Facilmente podemos concluir que “em casa” é o complemento correspondente. Já
no marcador espacial lá, subentende-se as expressões “onde ela está” ou ainda “na
sua casa” ou seja, apreende-se que a avó está a uma distância considerável, que
pode representar, inclusive, um espaço habitual. Já no enunciado “como aquela
mesma irmãzinha que eu falei lá em cima” a palavra palavra “lá” é utilizada com uma
finalidade diferente, retomando um lugar no próprio discurso, e não no espaço
concreto; isto é, é um elemento que volta o leitor para características do próprio
texto.
Já em “Agora o beijo no escuro (...)”, temos no termo destacado um efeito
comum àquele que ocorre na oralidade, onde “agora” funciona como um conectivo
que introduz um assunto a ser dito, diferentemente das prescrições de seu uso pela
gramática normativa, que o define como termo que designa uma circunstância
temporal.
Finalmente, pode-se inferir a partir da fala da criança uma série de aspectos
sobre as convenções e ritos sociais que giram em torno do beijo. De fato, como
prática social que demonstra afetividade, a forma de beijar está muito relacionada à
intimidade entre as pessoas, podendo assumir o papel de mero cumprimento formal
(a personagem-narrador chega a descrever que é obrigado a beijar a avó) ou ainda
uma manifestação de carinho onde pode-se buscar a satisfação algum desejo
sensual. Qual seria, por exemplo, a natureza do beijo que o pai deu na empregada?
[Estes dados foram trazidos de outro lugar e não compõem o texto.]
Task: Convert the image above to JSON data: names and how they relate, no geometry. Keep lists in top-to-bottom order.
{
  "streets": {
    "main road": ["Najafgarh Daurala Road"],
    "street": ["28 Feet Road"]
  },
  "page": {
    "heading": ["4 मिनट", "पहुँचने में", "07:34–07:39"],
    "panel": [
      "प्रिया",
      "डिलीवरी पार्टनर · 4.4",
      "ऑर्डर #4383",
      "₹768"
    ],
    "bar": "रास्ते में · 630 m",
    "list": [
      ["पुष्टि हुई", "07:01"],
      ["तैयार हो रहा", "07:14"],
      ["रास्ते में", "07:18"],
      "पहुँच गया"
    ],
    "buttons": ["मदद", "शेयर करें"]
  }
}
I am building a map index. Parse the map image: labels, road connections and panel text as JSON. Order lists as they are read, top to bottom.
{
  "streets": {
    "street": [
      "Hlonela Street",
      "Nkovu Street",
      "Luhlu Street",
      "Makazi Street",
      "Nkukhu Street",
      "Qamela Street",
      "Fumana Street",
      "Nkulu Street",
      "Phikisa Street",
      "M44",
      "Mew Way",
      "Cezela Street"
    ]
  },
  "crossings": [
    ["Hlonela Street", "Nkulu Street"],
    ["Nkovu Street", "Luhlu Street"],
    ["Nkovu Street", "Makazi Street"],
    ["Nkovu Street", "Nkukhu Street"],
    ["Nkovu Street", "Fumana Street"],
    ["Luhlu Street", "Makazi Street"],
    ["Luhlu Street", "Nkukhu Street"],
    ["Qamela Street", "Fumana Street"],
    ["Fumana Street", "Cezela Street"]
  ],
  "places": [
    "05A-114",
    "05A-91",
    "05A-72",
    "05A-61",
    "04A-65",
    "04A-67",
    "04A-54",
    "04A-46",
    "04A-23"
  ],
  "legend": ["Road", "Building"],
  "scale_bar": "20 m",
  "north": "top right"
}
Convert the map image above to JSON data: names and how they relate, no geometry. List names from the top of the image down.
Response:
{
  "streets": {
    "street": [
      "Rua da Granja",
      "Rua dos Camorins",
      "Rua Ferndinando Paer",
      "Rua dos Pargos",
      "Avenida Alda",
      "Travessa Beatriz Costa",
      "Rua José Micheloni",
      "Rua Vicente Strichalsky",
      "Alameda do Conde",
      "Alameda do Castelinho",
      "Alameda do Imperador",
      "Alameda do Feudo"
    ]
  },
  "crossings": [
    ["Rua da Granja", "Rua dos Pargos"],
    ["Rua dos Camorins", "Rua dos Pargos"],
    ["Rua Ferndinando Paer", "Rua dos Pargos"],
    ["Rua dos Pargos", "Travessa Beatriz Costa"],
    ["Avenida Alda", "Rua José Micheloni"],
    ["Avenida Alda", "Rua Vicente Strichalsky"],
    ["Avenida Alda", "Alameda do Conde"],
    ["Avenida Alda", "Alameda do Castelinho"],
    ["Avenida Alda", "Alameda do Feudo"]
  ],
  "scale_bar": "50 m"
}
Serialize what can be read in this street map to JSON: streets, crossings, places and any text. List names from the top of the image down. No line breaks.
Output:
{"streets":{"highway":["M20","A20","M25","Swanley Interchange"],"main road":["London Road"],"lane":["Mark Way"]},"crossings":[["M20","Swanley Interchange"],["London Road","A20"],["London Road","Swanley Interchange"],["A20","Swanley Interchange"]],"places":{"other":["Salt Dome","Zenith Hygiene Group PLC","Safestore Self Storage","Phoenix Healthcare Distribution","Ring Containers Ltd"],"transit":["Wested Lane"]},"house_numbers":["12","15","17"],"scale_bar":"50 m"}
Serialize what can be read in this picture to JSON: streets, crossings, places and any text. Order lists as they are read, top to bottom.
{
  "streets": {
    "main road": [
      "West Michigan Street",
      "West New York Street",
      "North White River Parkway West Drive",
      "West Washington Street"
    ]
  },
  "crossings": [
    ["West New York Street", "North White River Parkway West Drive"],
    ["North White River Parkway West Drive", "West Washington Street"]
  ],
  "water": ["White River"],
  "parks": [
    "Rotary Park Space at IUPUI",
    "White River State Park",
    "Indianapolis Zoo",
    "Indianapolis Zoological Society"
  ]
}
Esse relato da criança parece indicar duas possibilidades de interpretação: ou foi
realmente um beijo “sem querer”, ou o beijo aconteceu e foi intencionalmente rápido
para evitar que um caso amoroso entre os dois fosse descoberto. Portanto, o beijo é
um indicação de nível de relacionamento e possui um determinado peso simbólico,
principalmente na nossa cultura ocidental. O humor na crônica muitas vezes decorre
da interpretação da criança acerca dessa prática, já que para ela o beijo não tem o
sentido que é atribuído àqueles que foram iniciados nesse costume. Ela ainda está
se apoderando esses símbolos e ainda não experienciou o beijo em todas as suas
manifestações.
Millôr retrata desta forma descontraída e direta a perspectiva da criança sobre
o mundo, pincelando situações do cotidiano que devem despertar identificação por
parte do leitor, principalmente pelo texto também se inserir num momento histórico
correspondente ao nosso. Assim como outras praxes, o beijo permeia várias etapas
do nosso desenvolvimento e assume uma série de significados a depender da
situação, como o autor nos faz refletir nesta crônica.